> _Records shown_:
>>>>

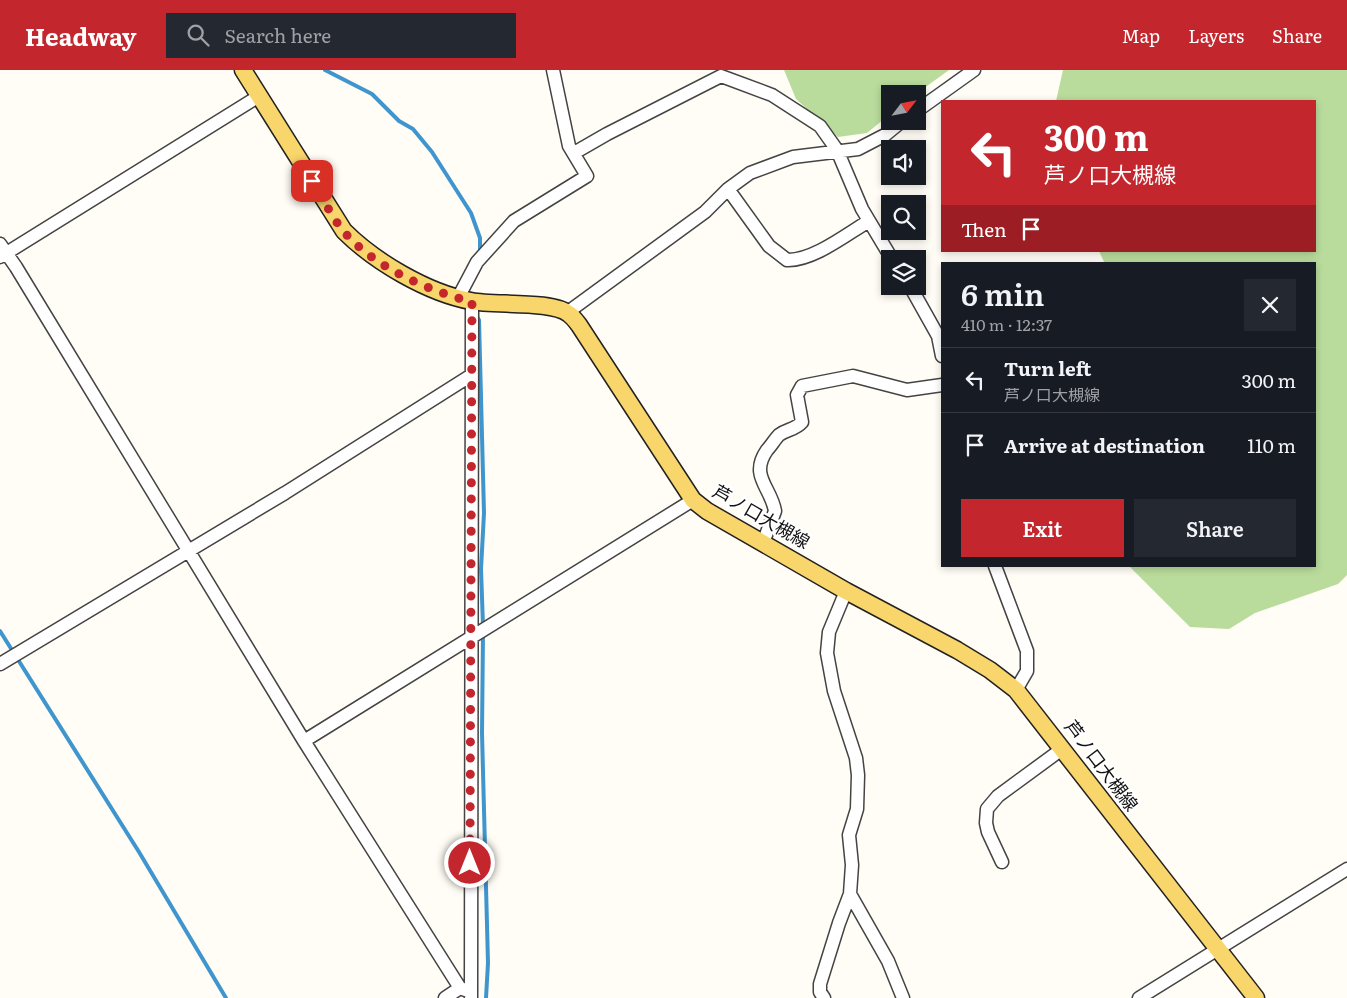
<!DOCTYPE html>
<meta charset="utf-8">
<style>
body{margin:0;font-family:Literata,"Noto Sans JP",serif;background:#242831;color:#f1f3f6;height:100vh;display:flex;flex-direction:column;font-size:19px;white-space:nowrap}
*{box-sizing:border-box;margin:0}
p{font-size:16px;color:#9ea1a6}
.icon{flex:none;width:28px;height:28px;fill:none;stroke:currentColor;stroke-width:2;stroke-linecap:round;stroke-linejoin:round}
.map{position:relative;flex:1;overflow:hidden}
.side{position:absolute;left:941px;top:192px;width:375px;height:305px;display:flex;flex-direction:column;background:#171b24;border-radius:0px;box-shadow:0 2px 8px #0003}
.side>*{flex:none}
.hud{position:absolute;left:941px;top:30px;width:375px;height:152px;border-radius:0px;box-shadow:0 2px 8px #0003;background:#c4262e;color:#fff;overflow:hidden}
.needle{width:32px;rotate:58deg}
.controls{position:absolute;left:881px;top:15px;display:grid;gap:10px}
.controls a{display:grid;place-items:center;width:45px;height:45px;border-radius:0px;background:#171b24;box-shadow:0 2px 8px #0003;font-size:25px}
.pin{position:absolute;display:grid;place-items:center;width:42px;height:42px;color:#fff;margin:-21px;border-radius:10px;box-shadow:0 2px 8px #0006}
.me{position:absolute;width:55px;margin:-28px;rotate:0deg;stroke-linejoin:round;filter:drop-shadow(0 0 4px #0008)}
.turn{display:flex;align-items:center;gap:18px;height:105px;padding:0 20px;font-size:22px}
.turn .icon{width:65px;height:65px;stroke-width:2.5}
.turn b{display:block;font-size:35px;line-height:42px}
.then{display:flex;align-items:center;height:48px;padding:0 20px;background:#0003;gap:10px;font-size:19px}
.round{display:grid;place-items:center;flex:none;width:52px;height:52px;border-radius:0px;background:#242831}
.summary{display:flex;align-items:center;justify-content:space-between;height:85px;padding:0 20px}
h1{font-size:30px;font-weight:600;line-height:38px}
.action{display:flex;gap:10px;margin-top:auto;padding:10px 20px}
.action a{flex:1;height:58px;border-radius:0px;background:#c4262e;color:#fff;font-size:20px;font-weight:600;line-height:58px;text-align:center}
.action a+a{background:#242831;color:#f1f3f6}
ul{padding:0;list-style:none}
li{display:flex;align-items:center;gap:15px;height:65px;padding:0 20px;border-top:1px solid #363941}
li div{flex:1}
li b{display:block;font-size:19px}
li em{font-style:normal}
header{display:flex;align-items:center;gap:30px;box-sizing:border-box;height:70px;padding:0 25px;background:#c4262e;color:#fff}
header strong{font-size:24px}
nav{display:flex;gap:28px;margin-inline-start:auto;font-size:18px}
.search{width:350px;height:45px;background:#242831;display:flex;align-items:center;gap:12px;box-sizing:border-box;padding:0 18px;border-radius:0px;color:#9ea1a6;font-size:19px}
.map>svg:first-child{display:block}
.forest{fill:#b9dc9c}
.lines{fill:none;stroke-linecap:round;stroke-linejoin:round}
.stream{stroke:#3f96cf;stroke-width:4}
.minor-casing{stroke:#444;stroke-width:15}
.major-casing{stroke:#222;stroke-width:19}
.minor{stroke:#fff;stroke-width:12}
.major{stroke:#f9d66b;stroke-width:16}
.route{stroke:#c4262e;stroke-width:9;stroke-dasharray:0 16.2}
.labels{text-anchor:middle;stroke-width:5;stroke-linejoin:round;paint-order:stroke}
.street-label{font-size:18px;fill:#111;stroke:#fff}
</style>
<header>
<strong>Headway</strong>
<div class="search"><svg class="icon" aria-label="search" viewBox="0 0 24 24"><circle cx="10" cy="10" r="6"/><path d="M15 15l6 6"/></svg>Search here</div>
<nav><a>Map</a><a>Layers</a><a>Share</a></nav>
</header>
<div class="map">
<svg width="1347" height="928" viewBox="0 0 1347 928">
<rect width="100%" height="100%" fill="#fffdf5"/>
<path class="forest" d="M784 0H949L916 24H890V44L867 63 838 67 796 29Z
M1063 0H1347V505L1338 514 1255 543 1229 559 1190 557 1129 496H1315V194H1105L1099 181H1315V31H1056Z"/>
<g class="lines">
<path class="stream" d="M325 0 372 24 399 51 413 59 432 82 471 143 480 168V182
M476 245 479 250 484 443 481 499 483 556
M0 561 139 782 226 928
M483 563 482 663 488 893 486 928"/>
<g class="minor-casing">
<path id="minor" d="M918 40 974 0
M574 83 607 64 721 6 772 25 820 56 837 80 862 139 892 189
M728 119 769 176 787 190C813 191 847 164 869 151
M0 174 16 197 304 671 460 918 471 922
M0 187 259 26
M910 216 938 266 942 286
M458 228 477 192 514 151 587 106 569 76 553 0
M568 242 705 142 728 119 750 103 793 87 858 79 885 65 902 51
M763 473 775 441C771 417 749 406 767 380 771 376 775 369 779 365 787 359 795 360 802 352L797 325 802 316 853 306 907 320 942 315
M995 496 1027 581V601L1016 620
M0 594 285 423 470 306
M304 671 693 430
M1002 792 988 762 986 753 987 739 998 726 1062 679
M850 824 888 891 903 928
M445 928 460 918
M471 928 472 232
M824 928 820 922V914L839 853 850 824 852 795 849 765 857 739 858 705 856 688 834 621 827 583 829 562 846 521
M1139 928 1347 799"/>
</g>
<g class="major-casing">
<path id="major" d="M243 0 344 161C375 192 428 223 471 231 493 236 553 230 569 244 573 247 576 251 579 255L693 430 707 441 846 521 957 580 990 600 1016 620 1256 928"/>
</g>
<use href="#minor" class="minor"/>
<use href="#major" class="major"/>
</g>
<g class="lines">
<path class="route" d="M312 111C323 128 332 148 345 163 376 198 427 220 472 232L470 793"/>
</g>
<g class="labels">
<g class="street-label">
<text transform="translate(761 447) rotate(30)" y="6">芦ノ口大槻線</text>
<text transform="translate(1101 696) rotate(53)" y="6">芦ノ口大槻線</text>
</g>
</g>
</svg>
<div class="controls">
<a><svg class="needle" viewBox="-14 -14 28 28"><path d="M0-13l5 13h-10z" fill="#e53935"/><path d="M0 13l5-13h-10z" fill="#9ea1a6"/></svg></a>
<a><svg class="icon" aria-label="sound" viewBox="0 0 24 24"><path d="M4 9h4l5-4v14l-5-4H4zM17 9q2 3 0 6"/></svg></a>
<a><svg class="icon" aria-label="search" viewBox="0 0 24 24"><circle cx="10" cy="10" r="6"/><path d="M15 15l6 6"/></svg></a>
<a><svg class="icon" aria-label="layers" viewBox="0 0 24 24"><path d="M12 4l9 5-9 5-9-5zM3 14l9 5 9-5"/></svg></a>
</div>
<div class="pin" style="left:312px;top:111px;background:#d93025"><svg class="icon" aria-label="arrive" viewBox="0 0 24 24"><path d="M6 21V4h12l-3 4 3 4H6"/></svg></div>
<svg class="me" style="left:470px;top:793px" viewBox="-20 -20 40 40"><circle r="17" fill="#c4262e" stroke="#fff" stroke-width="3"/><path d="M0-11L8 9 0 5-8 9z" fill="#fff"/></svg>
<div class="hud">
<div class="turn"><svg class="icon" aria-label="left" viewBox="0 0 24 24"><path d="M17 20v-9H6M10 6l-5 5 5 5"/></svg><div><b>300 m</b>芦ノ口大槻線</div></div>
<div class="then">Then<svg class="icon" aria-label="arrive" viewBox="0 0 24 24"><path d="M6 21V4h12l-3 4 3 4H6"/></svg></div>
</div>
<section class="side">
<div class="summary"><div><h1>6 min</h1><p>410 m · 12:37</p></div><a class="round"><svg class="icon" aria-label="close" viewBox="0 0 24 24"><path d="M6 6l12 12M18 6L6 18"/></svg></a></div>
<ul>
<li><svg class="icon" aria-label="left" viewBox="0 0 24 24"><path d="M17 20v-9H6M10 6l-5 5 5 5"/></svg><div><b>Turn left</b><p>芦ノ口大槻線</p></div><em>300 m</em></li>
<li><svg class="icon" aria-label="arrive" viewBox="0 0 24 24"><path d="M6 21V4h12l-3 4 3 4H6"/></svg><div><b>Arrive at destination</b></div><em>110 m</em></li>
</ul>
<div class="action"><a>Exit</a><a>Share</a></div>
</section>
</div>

<<<<

> _Assigned task_: Show every line of the listing that includes the word "linecap".

> _Your solution_:
.icon{flex:none;width:28px;height:28px;fill:none;stroke:currentColor;stroke-width:2;stroke-linecap:round;stroke-linejoin:round}
.lines{fill:none;stroke-linecap:round;stroke-linejoin:round}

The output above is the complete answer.